Data for this task START

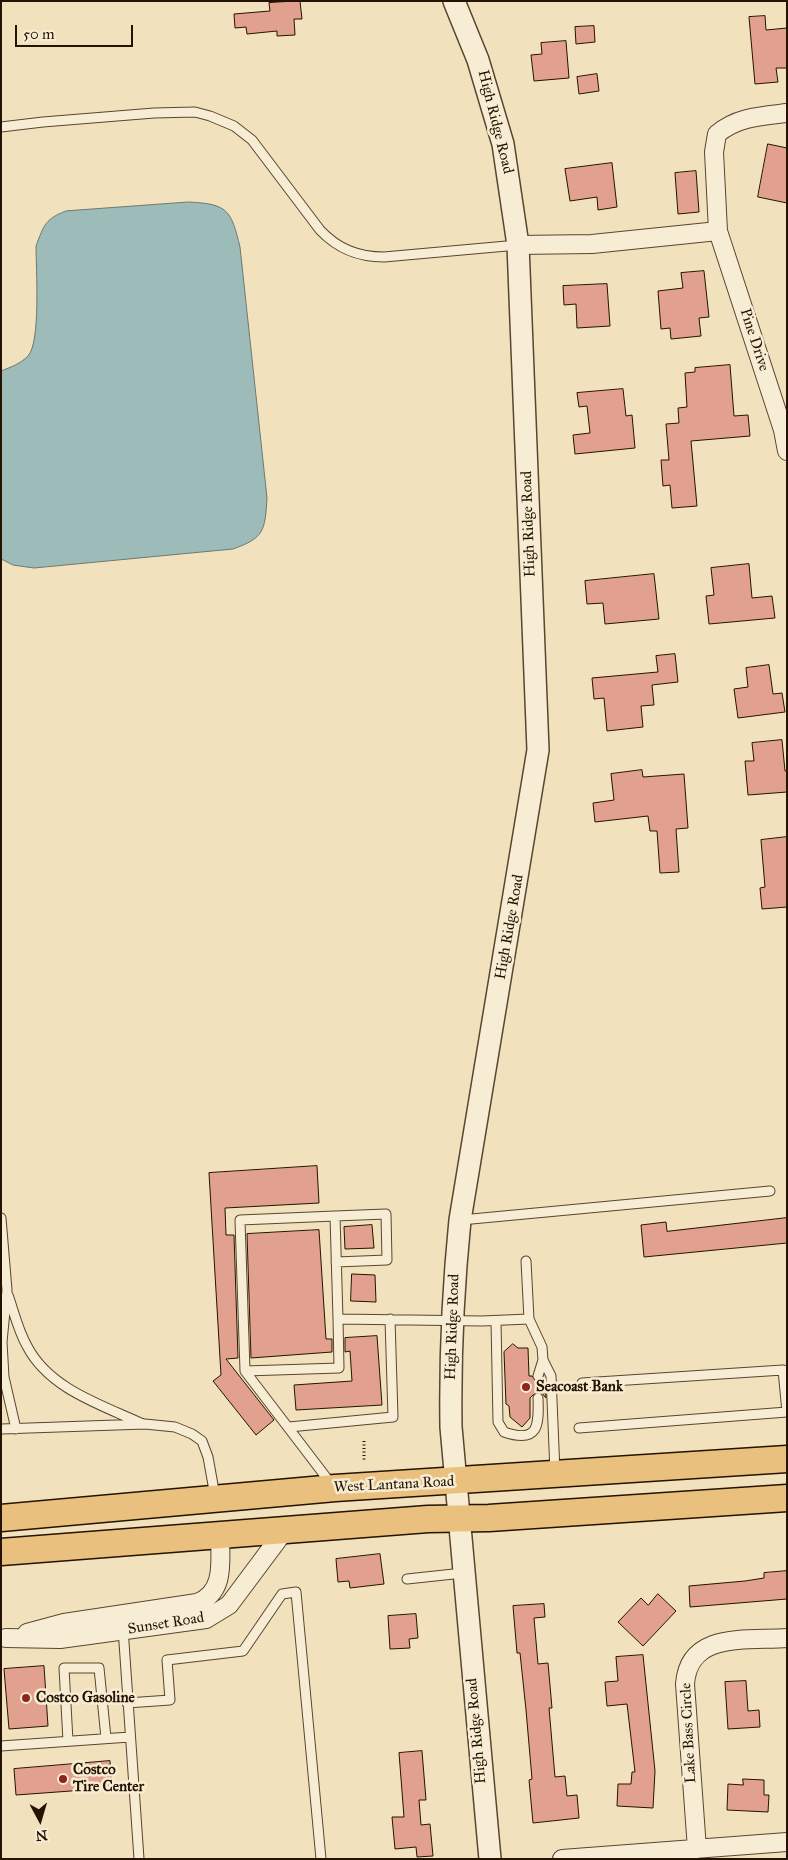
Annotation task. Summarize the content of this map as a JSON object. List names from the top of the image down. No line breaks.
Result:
{"streets":{"main road":["West Lantana Road"],"street":["High Ridge Road","Pine Drive","Sunset Road","Lake Bass Circle"]},"crossings":[["High Ridge Road","West Lantana Road"]],"places":["Seacoast Bank","Costco Gasoline","Costco Tire Center"],"scale_bar":"50 m","north":"bottom"}
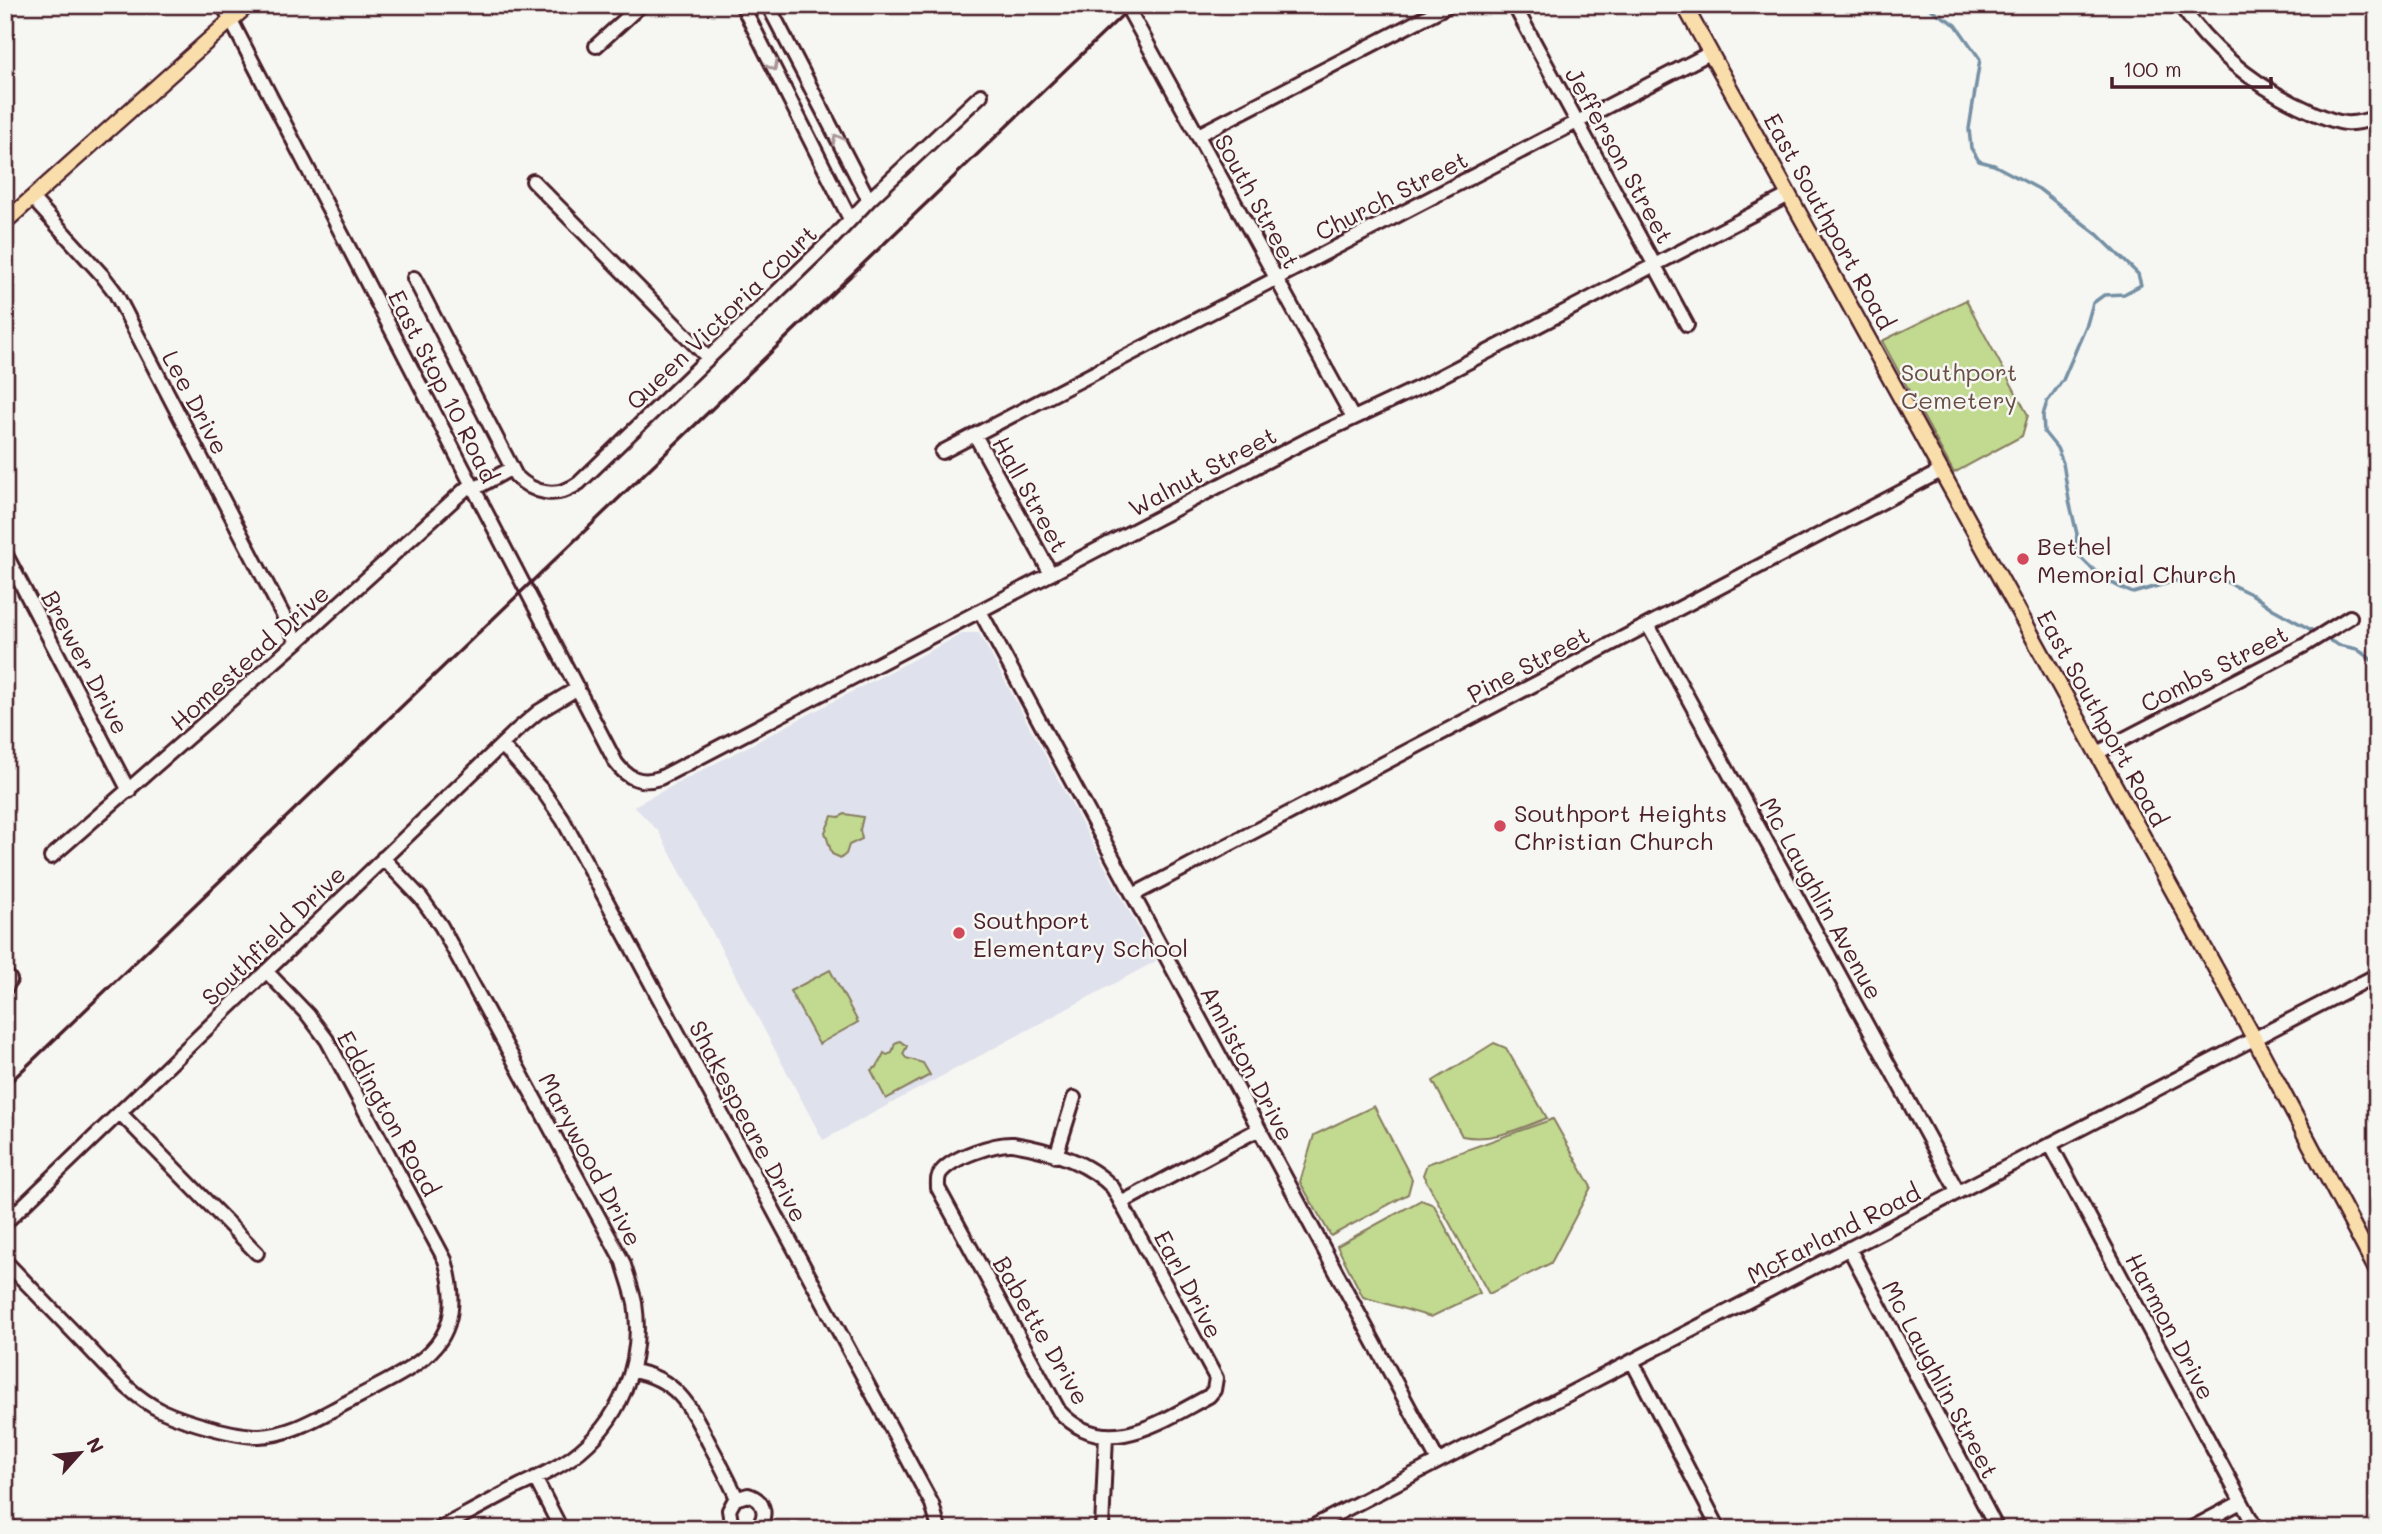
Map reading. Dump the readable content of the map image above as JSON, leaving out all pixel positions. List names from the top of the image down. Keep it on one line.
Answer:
{"streets":{"main road":["East Southport Road"],"street":["Jefferson Street","Church Street","South Street","Queen Victoria Court","East Stop 10 Road","Lee Drive","Walnut Street","Hall Street","Homestead Drive","Brewer Drive","Pine Street","Combs Street","Mc Laughlin Avenue","Southfield Drive","Anniston Drive","Eddington Road","Shakespeare Drive","Marywood Drive","McFarland Road","Earl Drive","Harmon Drive","Babette Drive","Mc Laughlin Street"]},"crossings":[["Jefferson Street","Church Street"],["Jefferson Street","Walnut Street"],["Church Street","South Street"],["Church Street","East Southport Road"],["Church Street","Hall Street"],["South Street","Walnut Street"],["East Southport Road","Walnut Street"],["East Southport Road","Pine Street"],["East Southport Road","Combs Street"],["East Southport Road","McFarland Road"],["East Stop 10 Road","Walnut Street"],["East Stop 10 Road","Homestead Drive"],["East Stop 10 Road","Southfield Drive"],["Lee Drive","Homestead Drive"],["Walnut Street","Hall Street"],["Walnut Street","Anniston Drive"],["Homestead Drive","Brewer Drive"],["Pine Street","Mc Laughlin Avenue"],["Pine Street","Anniston Drive"],["Mc Laughlin Avenue","McFarland Road"],["Southfield Drive","Eddington Road"],["Southfield Drive","Shakespeare Drive"],["Southfield Drive","Marywood Drive"],["Anniston Drive","McFarland Road"],["McFarland Road","Harmon Drive"],["McFarland Road","Mc Laughlin Street"],["Earl Drive","Babette Drive"]],"parks":["Southport Cemetery"],"places":["Bethel Memorial Church","Southport Heights Christian Church","Southport Elementary School"],"scale_bar":"100 m","north":"top right"}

Data for this task END

**Problem to work on**
All lines in the records that contain "down" are to be copied and returned.

**Problem solution**
Annotation task. Summarize the content of this map as a JSON object. List names from the top of the image down. No line breaks.
Map reading. Dump the readable content of the map image above as JSON, leaving out all pixel positions. List names from the top of the image down. Keep it on one line.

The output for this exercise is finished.